__Try it__:
Look through the data that follows and copy each line with the string "position".

__Data provided__:
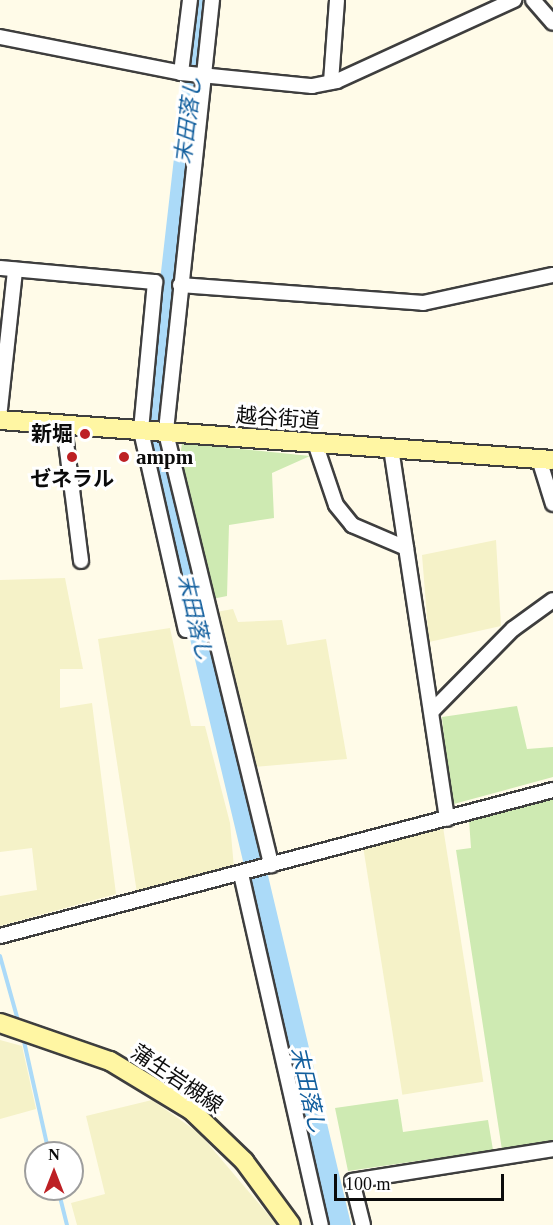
<!DOCTYPE html>
<html>
<head>
<meta charset="utf-8">
<style>
	body { margin:0 }
	#map { position:relative; width:553px; height:1225px; overflow:hidden; background:#fffbe8; font-family:"Times New Roman","Noto Sans JP",serif }
	div>[style] { position:absolute }
	.farmland>* { inset:0; background:#f5f2c8; transform-origin:0 0 }
	.green>* { inset:0; background:#ceeab2 }
	.stream>* { height:4px; margin:-2px; padding:0 2px; transform-origin:2px; border-radius:2px; background:#abdaf8 }
	.river>* { height:21px; margin:-10.5px; padding:0 10.5px; transform-origin:10.5px; border-radius:10.5px; background:#abdaf8 }
	.roads { filter:drop-shadow(2px 0 #3e3e3e) drop-shadow(-2px 0 #3e3e3e) drop-shadow(0 2px #3e3e3e) drop-shadow(0 -2px #3e3e3e) }
	.street>* { height:14px; margin:-7px; padding:0 7px; transform-origin:7px; border-radius:7px; background:#fff }
	.secondary>* { height:18px; margin:-9px; padding:0 9px; transform-origin:9px; border-radius:9px; background:#fff6a3 }
	.dots>* { width:16px; height:16px; translate:-50% -50%; box-sizing:border-box; border:3px solid #fff; border-radius:50% }
	span { translate:-50% -50%; white-space:nowrap; text-align:center; line-height:1.15; -webkit-text-stroke:6px #fff; paint-order:stroke }
	.street-label { font-size:21px; color:#0b0b0b }
	.poi-label { font-size:21px; color:#0b0b0b; font-weight:700 }
	.right { translate:-100% -50%; text-align:right }
	.left { translate:0 -50%; text-align:left }
	.water-label { font-size:22px; color:#125f9e; font-style:italic }
	.north { position:absolute; left:24px; top:1141px; width:60px; height:60px; box-sizing:border-box; background:#fff; border:2px solid #9d9d9d; border-radius:50%; rotate:0deg; font-size:16px; font-weight:700; line-height:24px; text-align:center; color:#0b0b0b }
	.north::after { content:''; display:block; margin:auto; width:21px; height:27px; background:#bd2024; clip-path:polygon(50% 0,100% 100%,50% 72%,0 100%) }
	.scale { position:absolute; left:334px; top:1174px; width:170px; height:27px; box-sizing:border-box; border:3px solid #0b0b0b; border-top:0; padding-left:8px; font-size:18px; line-height:21px; white-space:nowrap; color:#0b0b0b; -webkit-text-stroke:4px #fff; paint-order:stroke }
</style>
</head>
<body>
<div id="map">
	<div class="farmland">
		<i style="clip-path:polygon(496px 540px,501px 626px,429px 642px,422px 555px)"></i>
		<i style="clip-path:polygon(65px 578px,83px 669px,60px 669px,60px 708px,92px 703px,116px 894px,0 926px,0 896px,37px 890px,32px 848px,0 852px,0 580px)"></i>
		<i style="clip-path:polygon(233px 609px,238px 622px,282px 620px,287px 645px,326px 639px,347px 759px,253px 767px,216px 612px)"></i>
		<i style="clip-path:polygon(170px 628px,191px 726px,205px 726px,230px 823px,234px 868px,137px 893px,98px 639px)"></i>
		<i style="left:443px;top:827px;width:258px;height:82px;rotate:81deg"></i>
		<i style="clip-path:polygon(0 1040px,22px 1046px,36px 1109px,0 1119px)"></i>
		<i style="clip-path:polygon(152px 1100px,199px 1133px,277px 1225px,77px 1225px,71px 1203px,105px 1194px,86px 1116px)"></i>
	</div>
	<div class="green">
		<i style="clip-path:polygon(182px 443px,310px 456px,272px 473px,274px 518px,229px 525px,227px 596px,212px 599px,175px 459px,180px 458px)"></i>
		<i style="clip-path:polygon(517px 706px,527px 749px,553px 747px,553px 777px,450px 805px,442px 717px)"></i>
		<i style="clip-path:polygon(553px 798px,553px 1142px,502px 1150px,456px 850px,471px 848px,469px 820px)"></i>
		<i style="clip-path:polygon(398px 1099px,403px 1132px,488px 1120px,493px 1150px,348px 1171px,335px 1108px)"></i>
	</div>
	<div class="stream">
		<i style="left:0;top:956px;width:71px;rotate:74.4deg"></i>
		<i style="left:23px;top:1037px;width:119px;rotate:77.4deg"></i>
		<i style="left:58px;top:1189px;width:37px;rotate:76deg"></i>
	</div>
	<div class="river">
		<i style="left:202px;top:0;width:423px;rotate:96.5deg"></i>
		<i style="left:154px;top:420px;width:32px;rotate:86deg"></i>
		<i style="left:156px;top:452px;width:795px;rotate:76.61deg"></i>
	</div>
	<div class="roads">
		<div class="street">
			<i style="left:212px;top:0;width:435px;rotate:96.1deg"></i>
			<i style="left:166px;top:433px;width:445px;rotate:76.3deg"></i>
			<i style="left:533px;top:0;width:30px;rotate:49deg"></i>
			<i style="left:0;top:37px;width:185px;rotate:11.2deg"></i>
			<i style="left:181px;top:73px;width:132px;rotate:5.7deg"></i>
			<i style="left:312px;top:86px;width:25px;rotate:-11deg"></i>
			<i style="left:337px;top:81px;width:195px;rotate:-24.6deg"></i>
			<i style="left:181px;top:73px;width:74px;rotate:-83deg"></i>
			<i style="left:331px;top:82px;width:82px;rotate:-85.8deg"></i>
			<i style="left:0;top:268px;width:156px;rotate:5.2deg"></i>
			<i style="left:155px;top:282px;width:150px;rotate:95.4deg"></i>
			<i style="left:141px;top:431px;width:204px;rotate:77.3deg"></i>
			<i style="left:180px;top:285px;width:244px;rotate:4.2deg"></i>
			<i style="left:423px;top:303px;width:133px;rotate:-12.2deg"></i>
			<i style="left:0;top:409px;width:140px;rotate:-83.8deg"></i>
			<i style="left:64px;top:426px;width:136px;rotate:82.8deg"></i>
			<i style="left:315px;top:443px;width:65px;rotate:71.3deg"></i>
			<i style="left:336px;top:505px;width:26px;rotate:51deg"></i>
			<i style="left:352px;top:525px;width:59px;rotate:23.1deg"></i>
			<i style="left:391px;top:448px;width:375px;rotate:81.4deg"></i>
			<i style="left:539px;top:459px;width:47px;rotate:72.7deg"></i>
			<i style="left:432px;top:711px;width:115px;rotate:-45.4deg"></i>
			<i style="left:513px;top:629px;width:49px;rotate:-35.9deg"></i>
			<i style="left:241px;top:874px;width:360px;rotate:77.2deg"></i>
			<i style="left:0;top:936px;width:572px;rotate:-14.79deg"></i>
			<i style="left:363px;top:1225px;width:45px;rotate:-104deg"></i>
			<i style="left:352px;top:1181px;width:204px;rotate:-9deg"></i>
		</div>
		<div class="secondary">
			<i style="left:0;top:420px;width:554px;rotate:4.14deg"></i>
			<i style="left:0;top:1023px;width:116px;rotate:19.1deg"></i>
			<i style="left:110px;top:1061px;width:95px;rotate:31.2deg"></i>
			<i style="left:191px;top:1110px;width:74px;rotate:43.9deg"></i>
			<i style="left:244px;top:1161px;width:79px;rotate:53.7deg"></i>
		</div>
	</div>
	<div class="dots">
		<i style="left:85px;top:434px;background:#bd2024"></i>
		<i style="left:72px;top:457px;background:#bd2024"></i>
		<i style="left:124px;top:457px;background:#bd2024"></i>
	</div>
	<div class="street-label">
		<span style="left:278px;top:418px;rotate:4deg">越谷街道</span>
		<span style="left:177px;top:1079px;rotate:34deg">蒲生岩槻線</span>
	</div>
	<div class="poi-label">
		<span class="right" style="left:73px;top:434px">新堀</span>
		<span class="left" style="left:136px;top:457px">ampm</span>
		<span style="left:72px;top:479px">ゼネラル</span>
	</div>
	<div class="water-label">
		<span style="left:188px;top:120px;rotate:-83deg">末田落し</span>
		<span style="left:195px;top:617px;rotate:77deg">末田落し</span>
		<span style="left:308px;top:1090px;rotate:77deg">末田落し</span>
	</div>
	<div class="north">N</div>
	<div class="scale">100 m</div>
</div>
</body>
</html>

__Answer__:
	#map { position:relative; width:553px; height:1225px; overflow:hidden; background:#fffbe8; font-family:"Times New Roman","Noto Sans JP",serif }
	div>[style] { position:absolute }
	.north { position:absolute; left:24px; top:1141px; width:60px; height:60px; box-sizing:border-box; background:#fff; border:2px solid #9d9d9d; border-radius:50%; rotate:0deg; font-size:16px; font-weight:700; line-height:24px; text-align:center; color:#0b0b0b }
	.scale { position:absolute; left:334px; top:1174px; width:170px; height:27px; box-sizing:border-box; border:3px solid #0b0b0b; border-top:0; padding-left:8px; font-size:18px; line-height:21px; white-space:nowrap; color:#0b0b0b; -webkit-text-stroke:4px #fff; paint-order:stroke }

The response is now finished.